I need the number of lines in the data that contain the word "JSON", and nothing beyond it.
────────
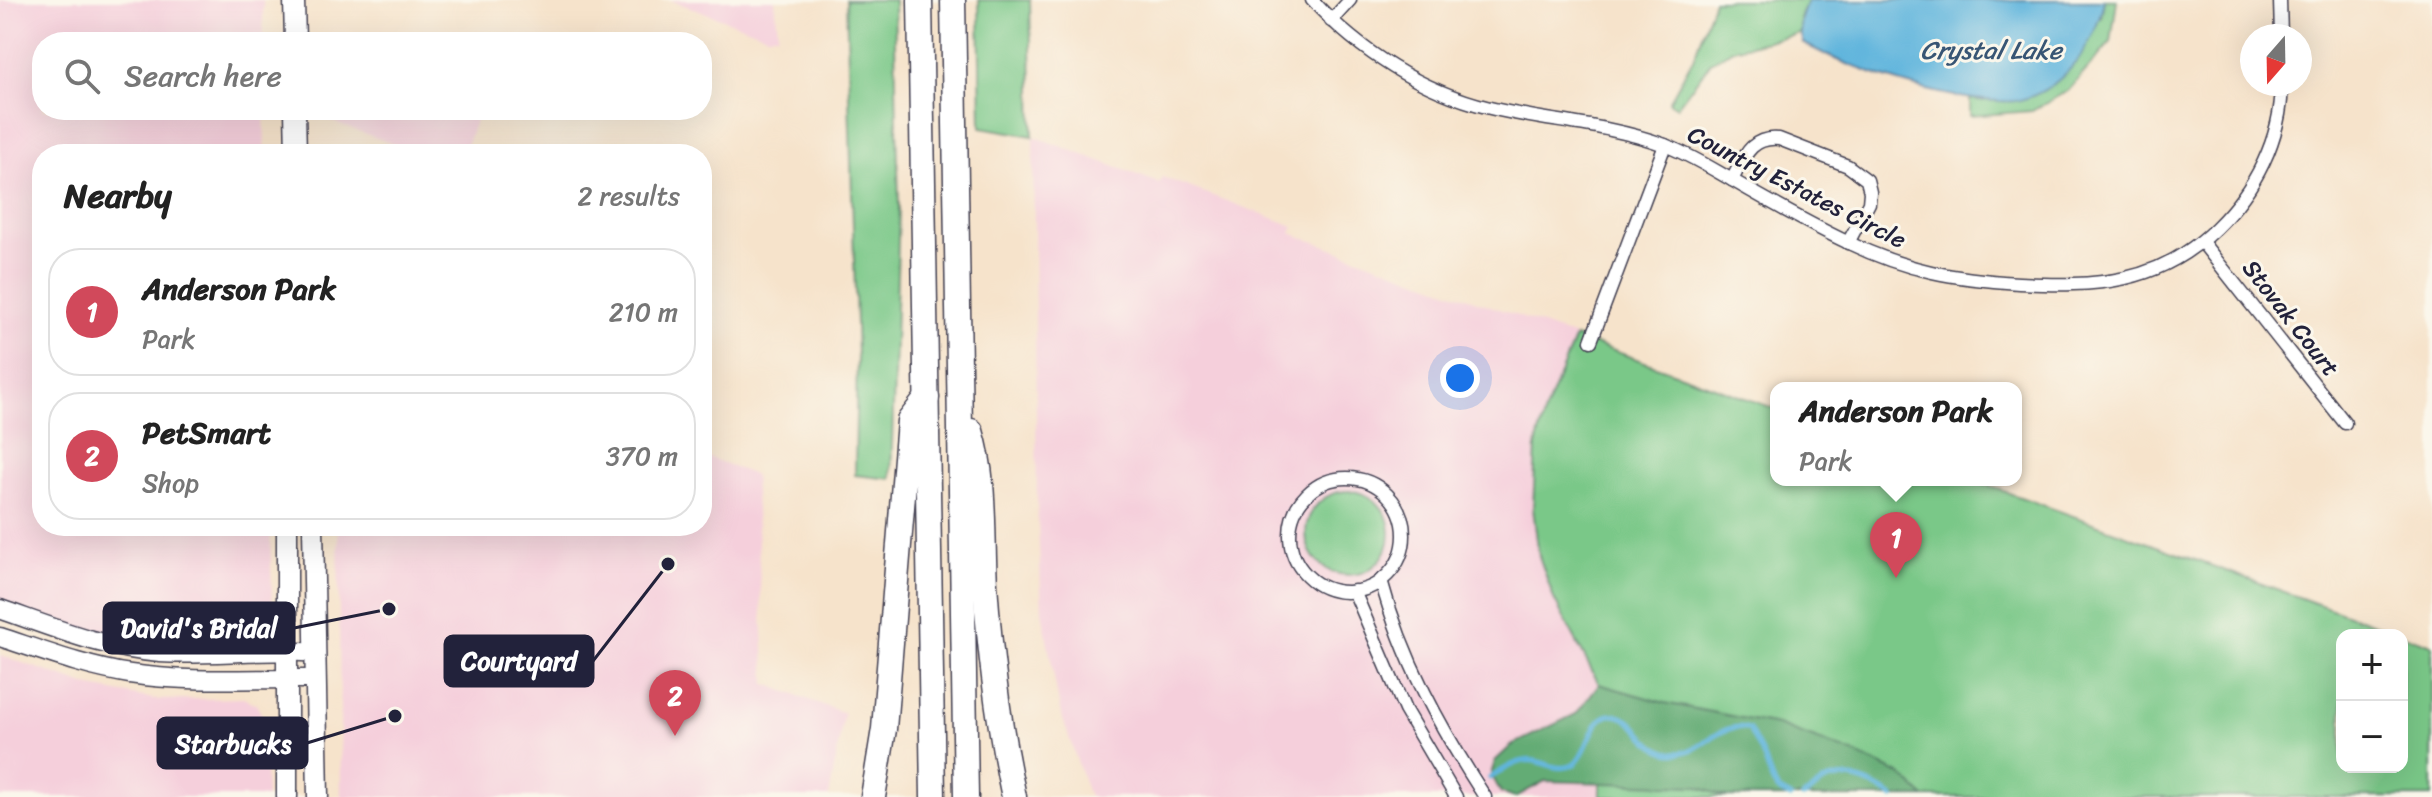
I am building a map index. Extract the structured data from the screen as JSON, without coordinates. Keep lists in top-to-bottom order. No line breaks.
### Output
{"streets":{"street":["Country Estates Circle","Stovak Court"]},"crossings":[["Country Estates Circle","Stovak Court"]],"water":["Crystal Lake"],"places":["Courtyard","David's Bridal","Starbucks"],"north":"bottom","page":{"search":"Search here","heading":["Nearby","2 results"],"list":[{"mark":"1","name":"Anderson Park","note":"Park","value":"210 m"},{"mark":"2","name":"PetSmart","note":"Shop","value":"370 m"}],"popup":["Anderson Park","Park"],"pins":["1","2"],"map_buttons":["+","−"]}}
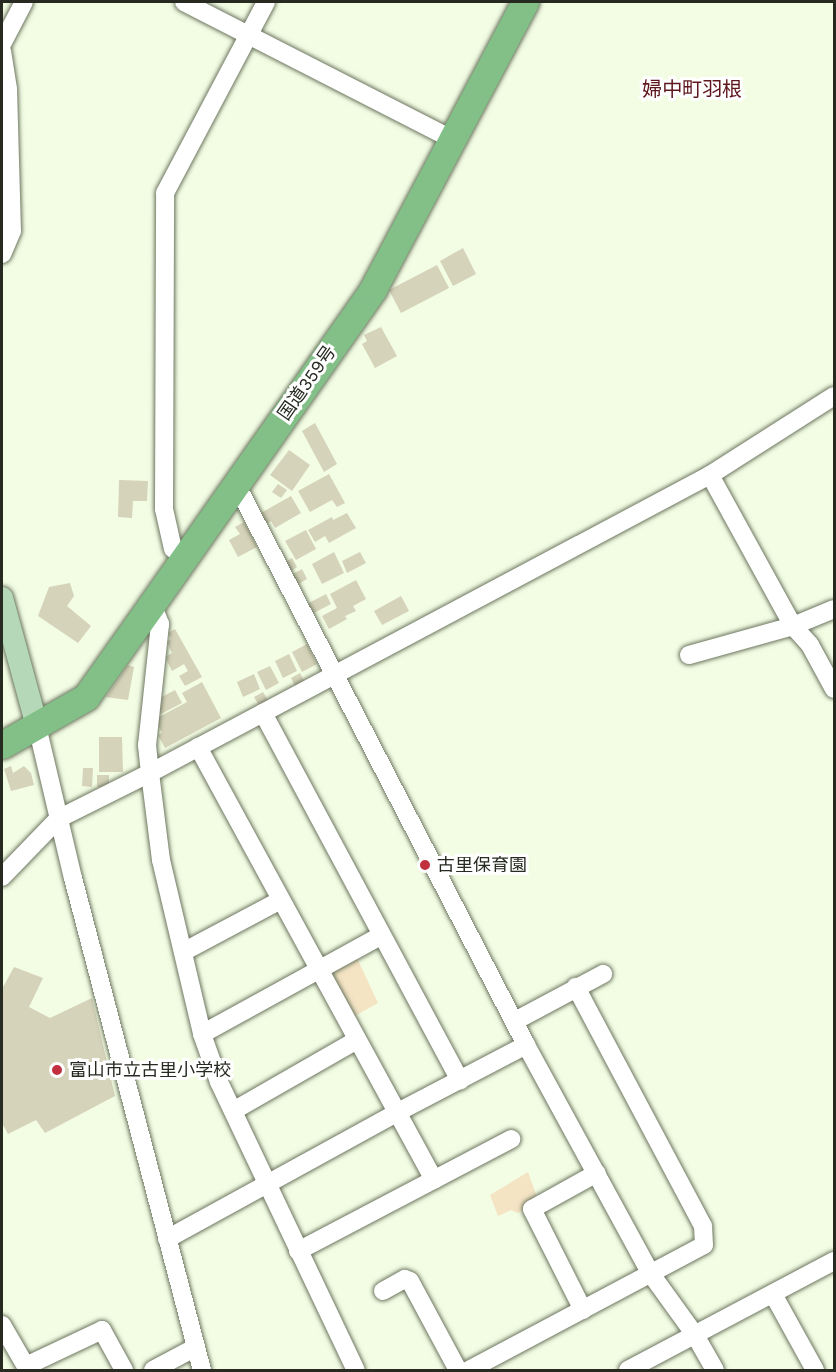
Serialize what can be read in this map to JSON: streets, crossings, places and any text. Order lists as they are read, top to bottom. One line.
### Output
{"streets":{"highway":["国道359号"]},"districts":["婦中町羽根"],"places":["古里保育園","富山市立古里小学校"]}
────────
# [Answer to this task]
2